Check every line of the data for the word "down", and copy those that have it.

RECORDS FOR THE TASK:
****************

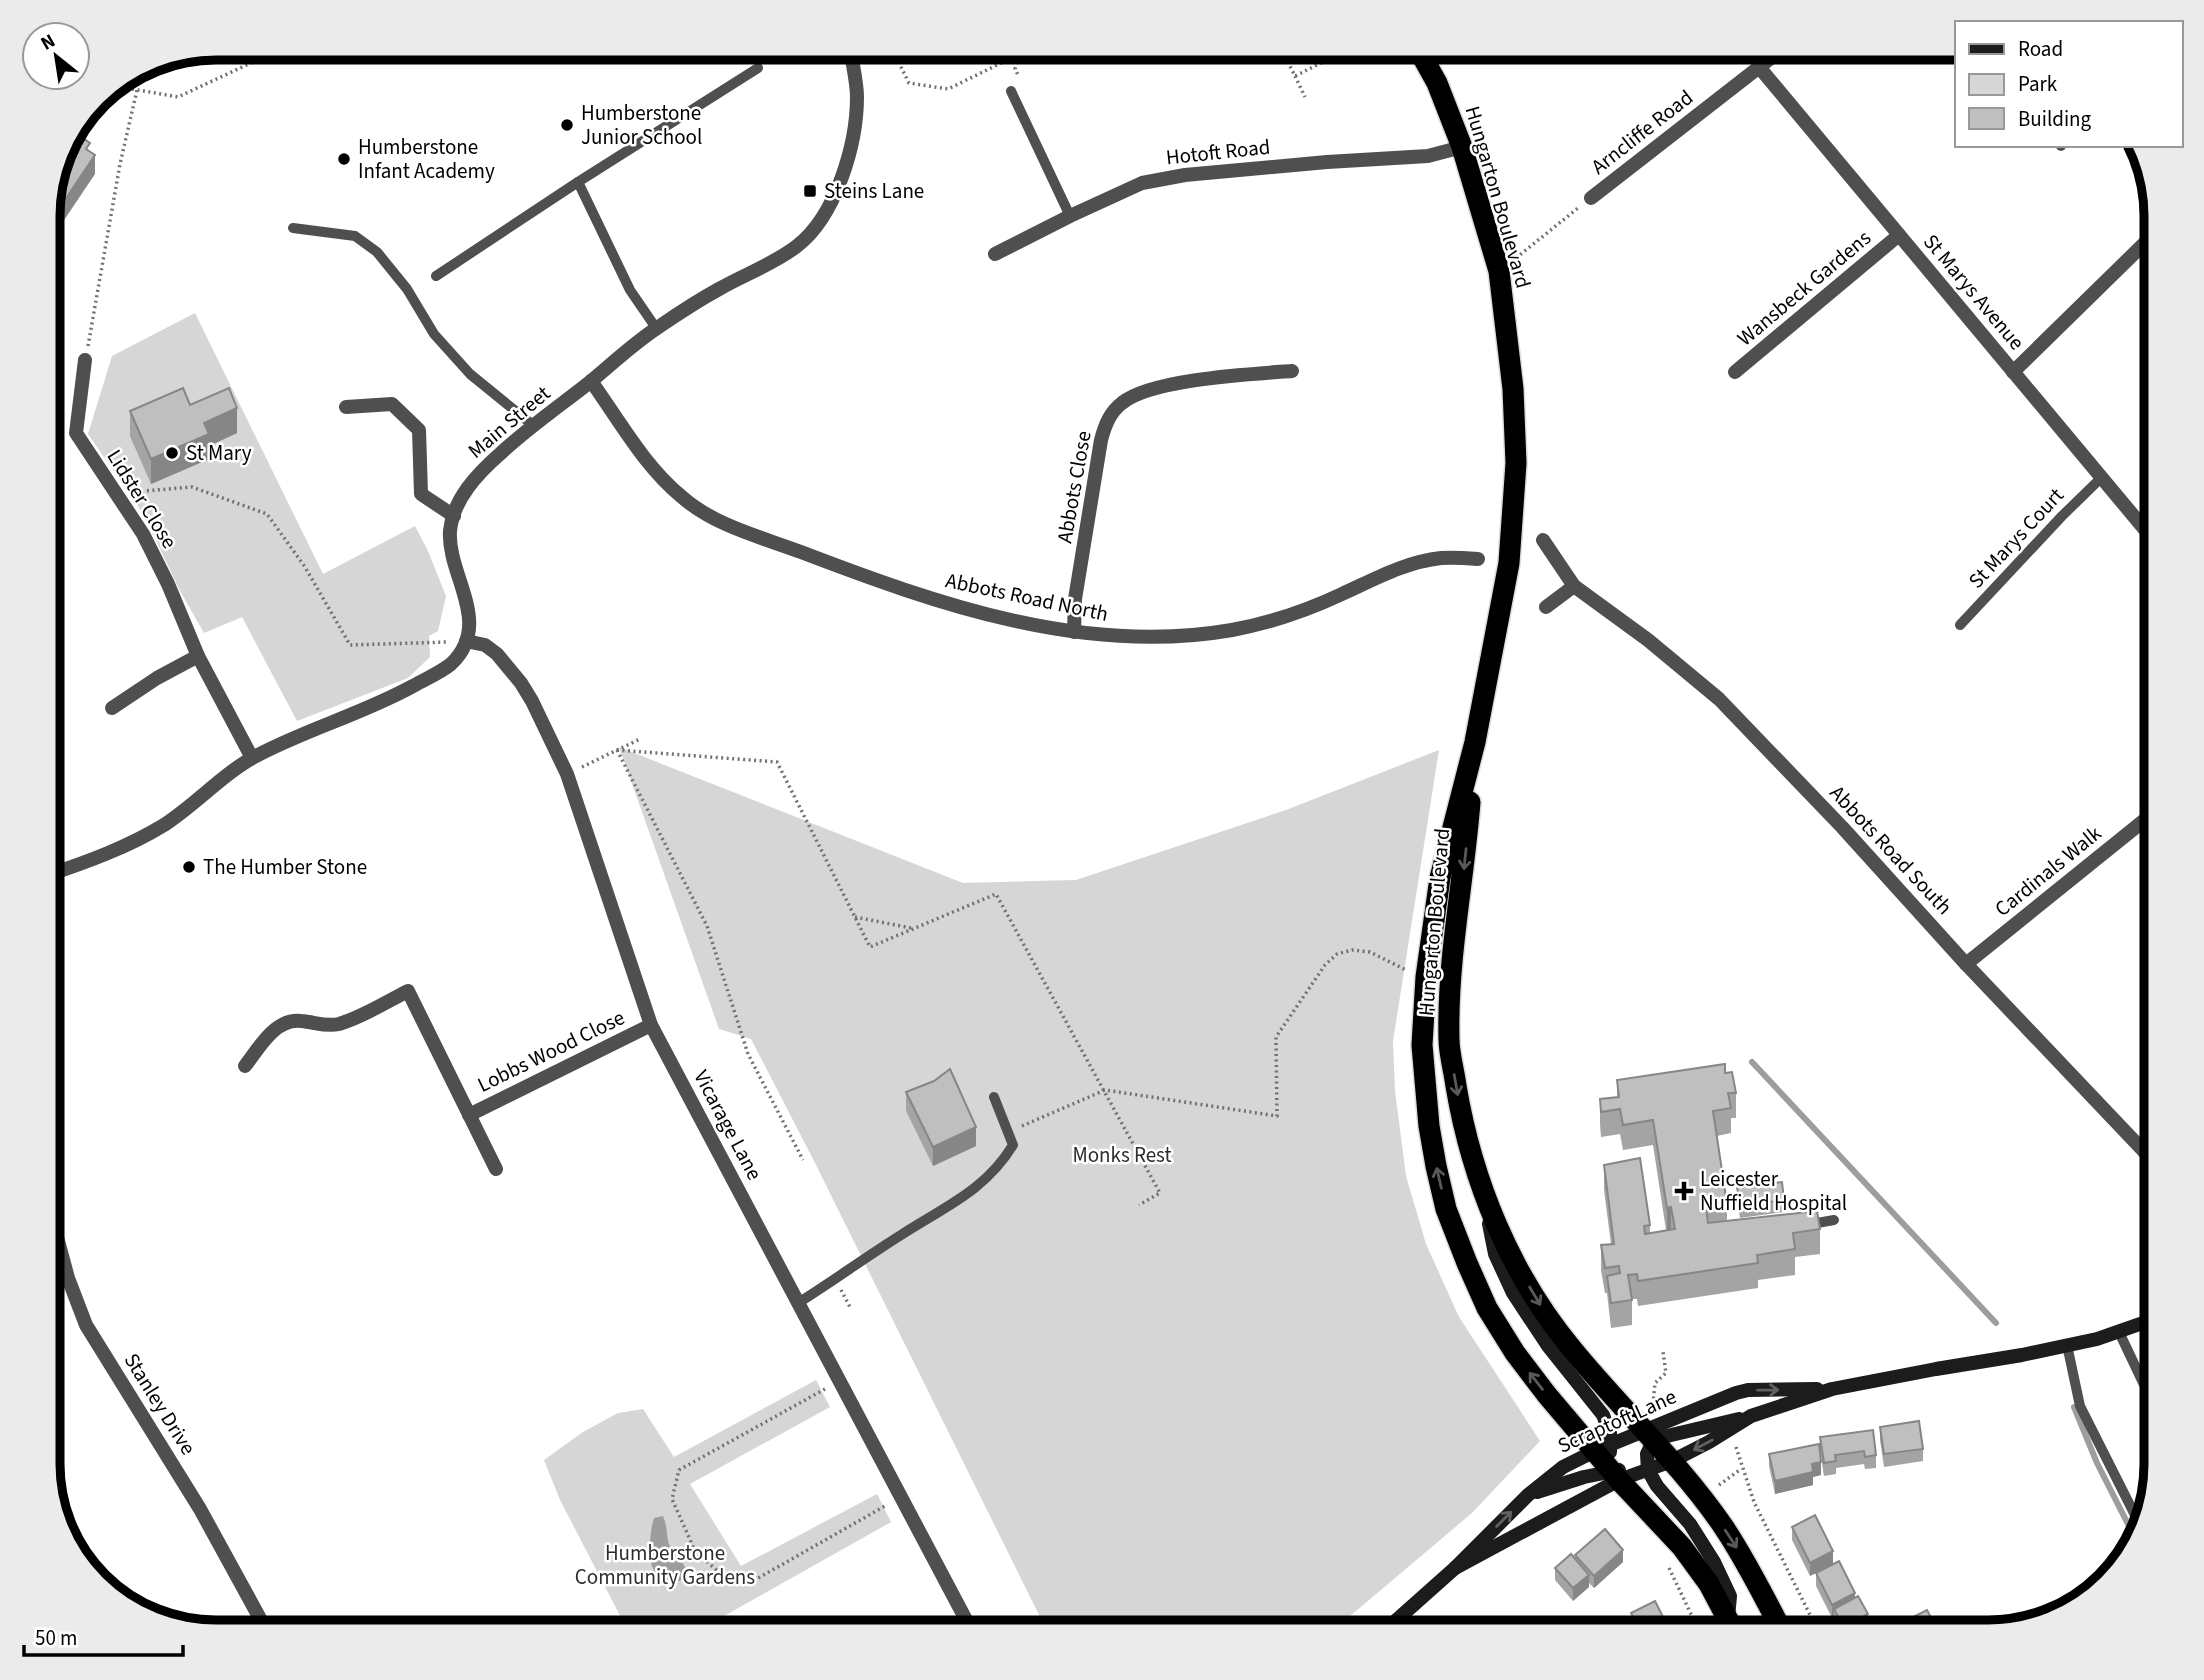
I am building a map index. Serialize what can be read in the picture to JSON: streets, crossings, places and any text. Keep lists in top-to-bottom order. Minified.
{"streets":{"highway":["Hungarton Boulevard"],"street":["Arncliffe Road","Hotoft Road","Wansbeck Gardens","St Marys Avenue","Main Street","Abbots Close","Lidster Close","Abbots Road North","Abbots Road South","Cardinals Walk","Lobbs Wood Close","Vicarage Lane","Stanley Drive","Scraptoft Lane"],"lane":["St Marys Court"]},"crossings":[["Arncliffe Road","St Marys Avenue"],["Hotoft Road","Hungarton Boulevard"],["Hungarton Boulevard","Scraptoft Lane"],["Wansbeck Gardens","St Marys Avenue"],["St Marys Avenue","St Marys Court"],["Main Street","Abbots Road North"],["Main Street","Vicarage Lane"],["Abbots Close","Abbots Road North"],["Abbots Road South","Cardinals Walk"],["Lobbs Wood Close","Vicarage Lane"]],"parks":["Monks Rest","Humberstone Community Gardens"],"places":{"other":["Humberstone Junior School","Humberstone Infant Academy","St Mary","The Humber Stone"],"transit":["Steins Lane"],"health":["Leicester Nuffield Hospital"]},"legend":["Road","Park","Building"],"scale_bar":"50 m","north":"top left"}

****************

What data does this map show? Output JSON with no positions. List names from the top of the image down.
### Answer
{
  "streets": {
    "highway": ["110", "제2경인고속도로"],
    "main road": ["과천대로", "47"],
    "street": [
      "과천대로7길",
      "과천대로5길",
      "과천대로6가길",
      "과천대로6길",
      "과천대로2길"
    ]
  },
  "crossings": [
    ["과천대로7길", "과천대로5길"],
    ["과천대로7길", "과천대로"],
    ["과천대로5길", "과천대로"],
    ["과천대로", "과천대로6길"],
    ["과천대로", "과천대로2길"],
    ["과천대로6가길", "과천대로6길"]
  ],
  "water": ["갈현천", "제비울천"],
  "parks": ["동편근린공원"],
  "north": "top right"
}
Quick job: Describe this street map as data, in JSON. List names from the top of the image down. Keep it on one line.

****************

ANSWER BOX:
What data does this map show? Output JSON with no positions. List names from the top of the image down.
Quick job: Describe this street map as data, in JSON. List names from the top of the image down. Keep it on one line.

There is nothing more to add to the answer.